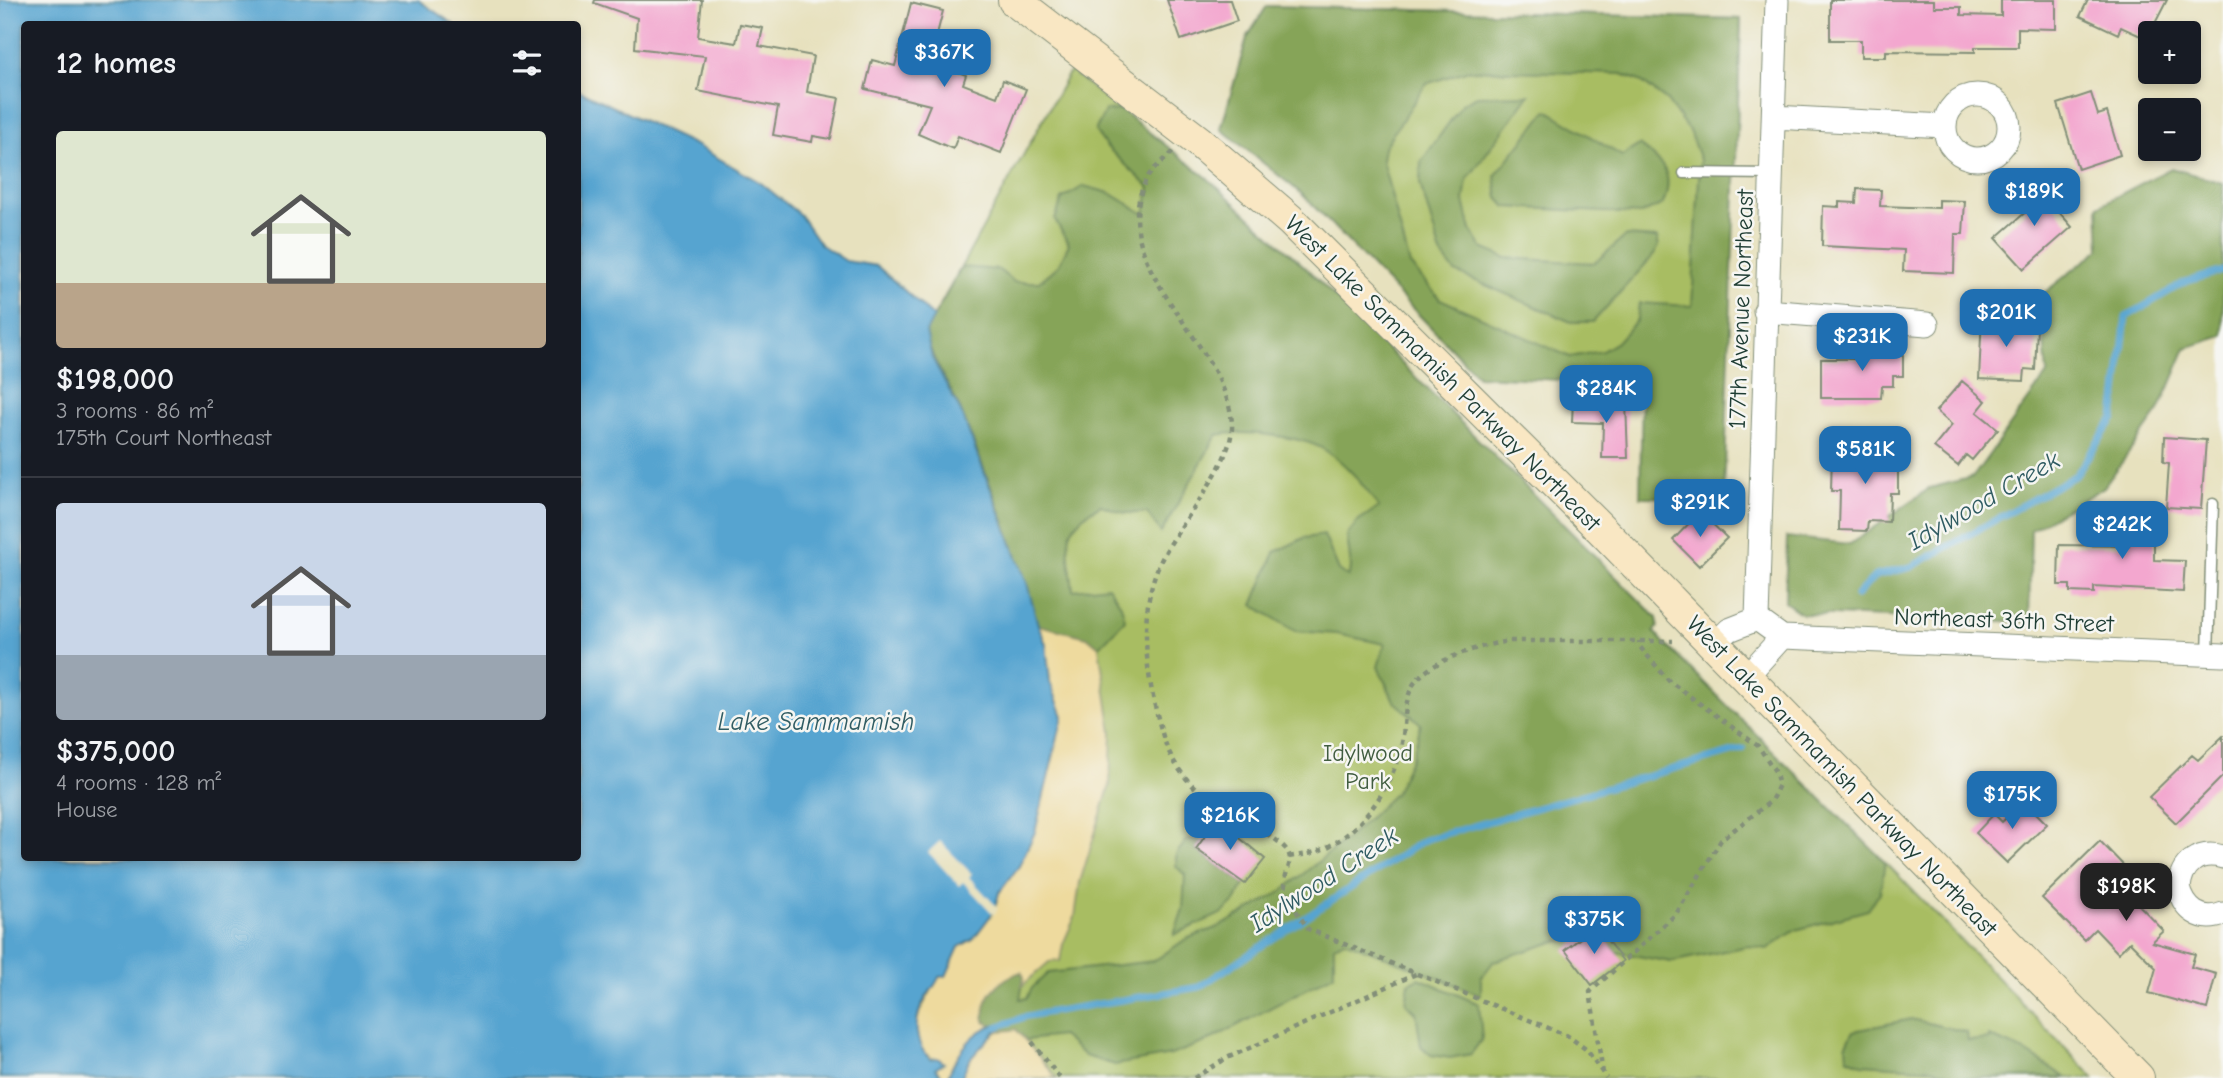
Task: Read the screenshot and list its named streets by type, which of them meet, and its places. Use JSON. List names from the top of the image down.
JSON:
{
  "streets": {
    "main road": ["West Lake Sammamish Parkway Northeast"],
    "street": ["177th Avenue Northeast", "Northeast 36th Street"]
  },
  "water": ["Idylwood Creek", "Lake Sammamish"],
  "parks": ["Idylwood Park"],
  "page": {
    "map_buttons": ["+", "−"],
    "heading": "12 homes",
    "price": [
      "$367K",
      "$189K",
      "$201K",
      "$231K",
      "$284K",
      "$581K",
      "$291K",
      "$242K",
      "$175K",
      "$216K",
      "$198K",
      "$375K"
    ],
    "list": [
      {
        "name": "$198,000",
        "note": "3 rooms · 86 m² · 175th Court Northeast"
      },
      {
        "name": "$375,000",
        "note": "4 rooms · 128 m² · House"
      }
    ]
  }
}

================

### TASK DESCRIPTION:
Once the pictures are set aside, give the listing again word for word.

### ANSWER TO THIS EXERCISE:
Task: Read the screenshot and list its named streets by type, which of them meet, and its places. Use JSON. List names from the top of the image down.
JSON:
{
  "streets": {
    "main road": ["West Lake Sammamish Parkway Northeast"],
    "street": ["177th Avenue Northeast", "Northeast 36th Street"]
  },
  "water": ["Idylwood Creek", "Lake Sammamish"],
  "parks": ["Idylwood Park"],
  "page": {
    "map_buttons": ["+", "−"],
    "heading": "12 homes",
    "price": [
      "$367K",
      "$189K",
      "$201K",
      "$231K",
      "$284K",
      "$581K",
      "$291K",
      "$242K",
      "$175K",
      "$216K",
      "$198K",
      "$375K"
    ],
    "list": [
      {
        "name": "$198,000",
        "note": "3 rooms · 86 m² · 175th Court Northeast"
      },
      {
        "name": "$375,000",
        "note": "4 rooms · 128 m² · House"
      }
    ]
  }
}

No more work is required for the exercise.